Table 4. Epoch wise training and validation loss and accuracy.

The model demonstrates impressive overall accuracy of 98% in classifying brain tumors, showcasing its effectiveness across various tumor types. Specifically, for Glioma, it achieves a precision of 0.98 and a recall of 0.99, indicating high accuracy in identifying Glioma cases and a balanced F1-score of 0.98. Meningioma classification shows a precision and recall of 0.96, suggesting strong accuracy in predicting and identifying Meningioma cases, with an F1-score of 0.96. For Pituitary Tumor, the model achieves a precision of 1.00 and a recall of 0.99, demonstrating near-perfect accuracy in identifying this tumor type, with an F1-score of 0.99. The analysis is given in Figure 9.

Figure 9

Figure 9. Analysis of precision, recall, and F score.

The matrix shows a commendable correct classification rate for all tumor types, with minor confusion primarily between glioma and meningioma, which could indicate similar imaging characteristics that challenge the model (11). Only a few instances of misclassification occur, demonstrating the model's accuracy in practical scenarios. This level of precision is crucial for clinical applications, where correct tumor classification can significantly influence treatment decisions. Figure 10 shows the Visualization of model predictions vs. true labels, pinpointing accuracy and misclassifications. This analysis will extend beyond listing true positives, false positives, true negatives, and false negatives for each tumor type, by also examining misclassifications, such as the model's tendency to confuse glioma with meningioma more than with pituitary tumors, potentially due to similarities in tumor appearance or MRI signal characteristics. Attention will be given to the sensitivity and specificity for each tumor category to provide a nuanced view of the model's performance, supported by visual aids like heatmaps or color-coded matrices to improve readability and comprehension. This detailed breakdown will not only address the reviewer's request but also clarify areas where the model excels and identify where it might benefit from further tuning or additional training data to enhance its diagnostic capabilities.

Figure 10

Figure 10. Confusion matrix.

ROC curves and their corresponding AUC values are critical in evaluating the discriminatory power of the model across different classes. An AUC of 0.99 for glioma and 1.00 for pituitary tumors signifies excellent model performance. The slightly lower AUC of 0.97 for meningioma, while still high, points to a bit more challenge in distinguishing these cases accurately (28). These metrics affirm the model's robustness in handling binary classification tasks, making it a reliable tool which is vital for targeted therapy and patient management in a medical setting.

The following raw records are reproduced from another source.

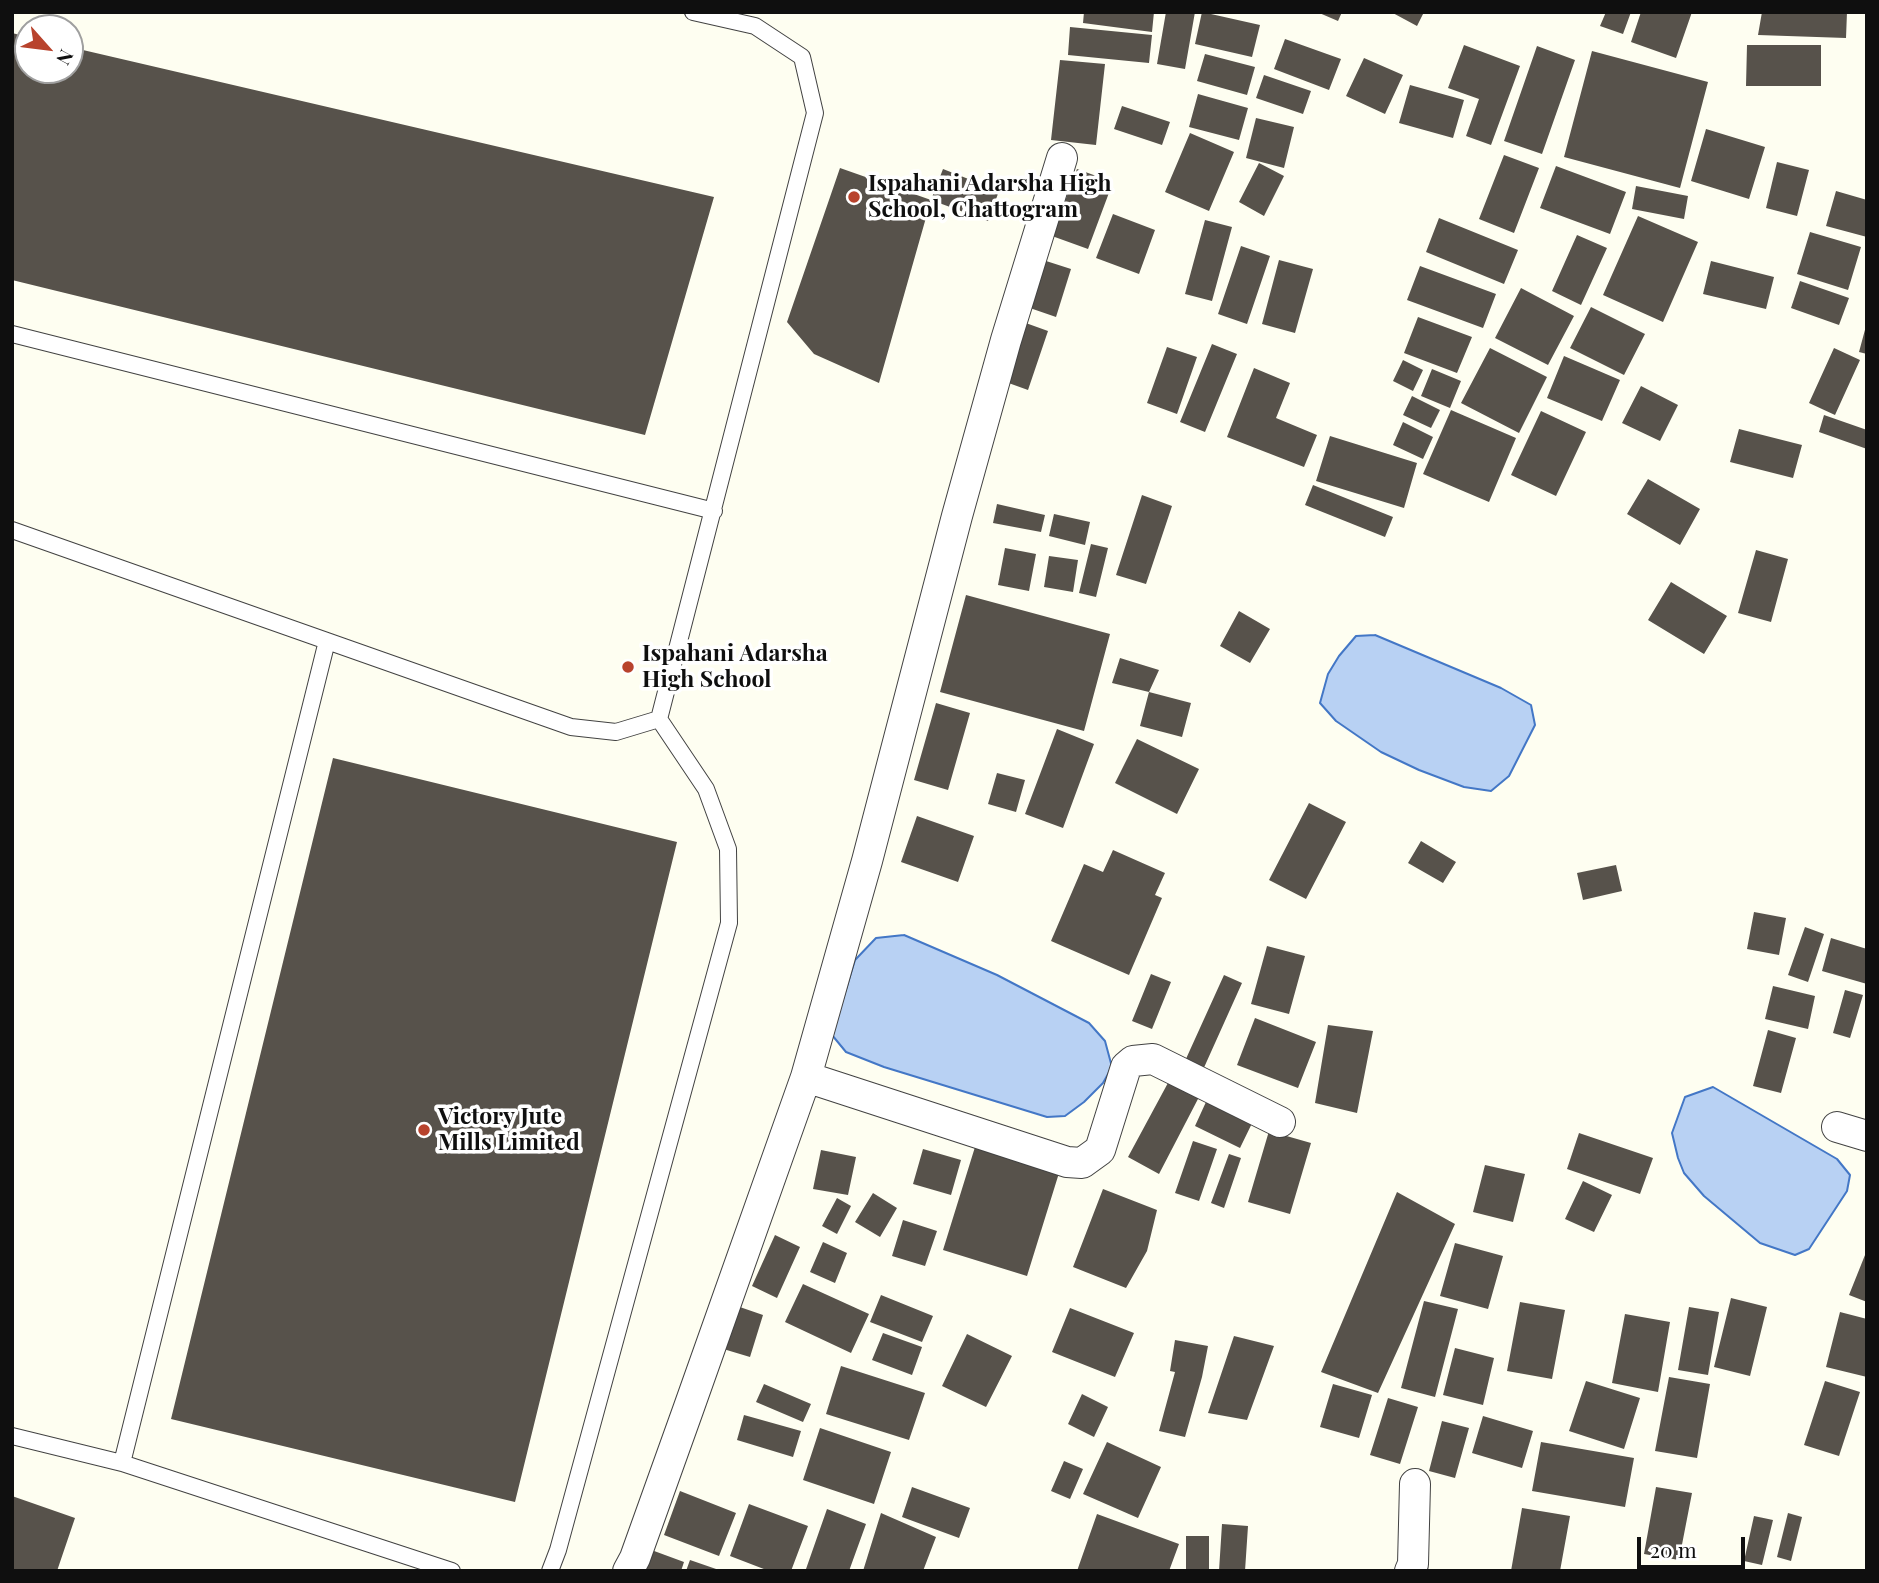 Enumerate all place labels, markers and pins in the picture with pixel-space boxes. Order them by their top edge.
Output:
place label: Ispahani Adarsha High School, Chattogram [868,170,1111,224]
marker: Ispahani Adarsha High School, Chattogram [846,189,862,205]
place label: Ispahani Adarsha High School [642,640,828,694]
marker: Ispahani Adarsha High School [620,659,636,675]
place label: Victory Jute Mills Limited [438,1103,580,1157]
marker: Victory Jute Mills Limited [416,1122,432,1138] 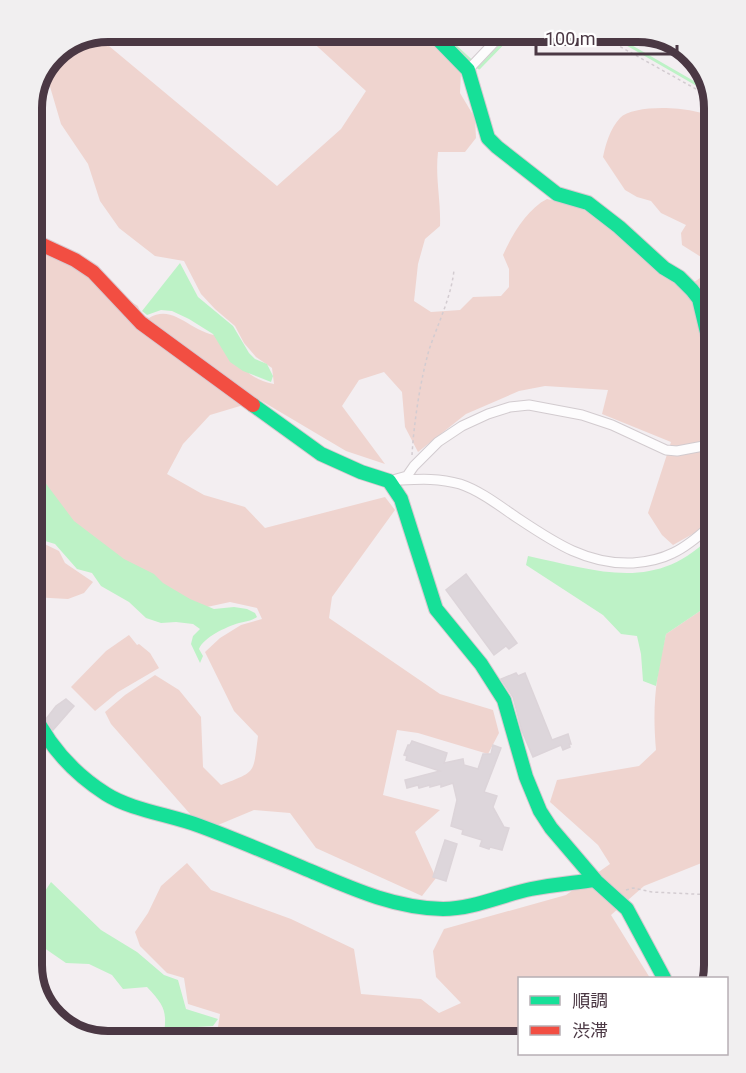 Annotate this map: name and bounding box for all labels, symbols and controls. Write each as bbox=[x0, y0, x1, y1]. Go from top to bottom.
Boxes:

Figure 11 depicts ROC curves for each tumor type with AUC metrics, assessing the diagnostic ability of the model. Table 5 displays the AUC values for each class, providing insights into the model's discriminative capability across various categories and demonstrating its effectiveness in distinguishing between them.

Figure 11

Figure 11. ROC and AUC curves.

Table 5

Table 5. ROC and AUC curves analysis.

4.1 Misclassified instances

In the study of brain tumor classification using deep learning models, a critical aspect of performance evaluation is the analysis of misclassified instances—images where the model's predicted label does not match the true label. Misclassification analysis is a vital diagnostic tool to understand the limitations and biases inherent in the model. By identifying and examining these specific cases, researchers can gain insights into the scenarios under which the model fails, which is crucial for iterative improvement. In this project, misclassified indices were systematically identified. This comparison revealed patterns and common characteristics among the misclassified images, such as similarities in tumor morphology or challenges arising from image quality and tumor positioning within the scans. For instance, the model might confuse glioma with meningioma if both tumors exhibit indistinct boundaries or overlap in radiographic features traditionally used for differentiation (29, 30). Understanding these nuances allows for targeted adjustments in the training process, such as augmenting the dataset with more examples of commonly confused classes or refining the model architecture and training parameters to better handle complex cases. Additionally, visualizing these misclassified images alongside their predicted and true labels helps in concretely demonstrating where the model falls short, providing clear, actionable insights that can drive further research and improvements in medical imaging diagnostics. Figure 12 describes a visual representation of specific instances where the model incorrectly predicted the type of brain tumor. Figure 13 shows the Composite metrics illustrating model performance including MSE, RMSE, and MAE.

Figure 12

Figure 12. Misclassified instances.

Figure 13

Figure 13. Evaluation metrices.

4.2 Compare with existing

When compared to existing models, particularly those also utilizing deep learning frameworks for brain tumor categorization, the proposed model exhibits competitive or superior performance. Table 6 compares the accuracy of the proposed model with that of other studies, showcasing its competitive or superior performance.

Table 6

Table 6. Examination of the proposed model in context.

5 Discussion

The model is designed to integrate seamlessly into clinical workflows as a decision-support tool, interfacing with existing electronic health record (EHR) systems and MRI software via APIs to provide predictions directly within radiologists' diagnostic platforms, thereby enhancing workflow efficiency without disrupting routine procedures. Ensuring compatibility with a variety of MRI machines, including those from different manufacturers and with varying magnetic strengths, is crucial; thus, the model's performance is tested across images from diverse MRI scanners to maintain high accuracy regardless of the machine used. The paper discuss the model's potential impact on improving diagnostic accuracy, reducing diagnostic time, and alleviating radiologists' workload, while addressing limitations such as the need for ongoing training with new data to keep pace with advancements in MRI technology and evolving clinical practices. In medical diagnostics, minimizing false positives and false negatives is crucial due to the direct impact these errors can have on patient care. A detailed analysis of the model's performance in this regard will be included. False positives (incorrectly identifying a tumor when none exists) can lead to unnecessary medical procedures, causing patient anxiety and additional healthcare costs. False negatives (failing to identify a tumor) pose a greater risk, as they may delay necessary treatment. The model's confusion matrix and classification report reveal low rates of both types of errors, but they still warrant further examination.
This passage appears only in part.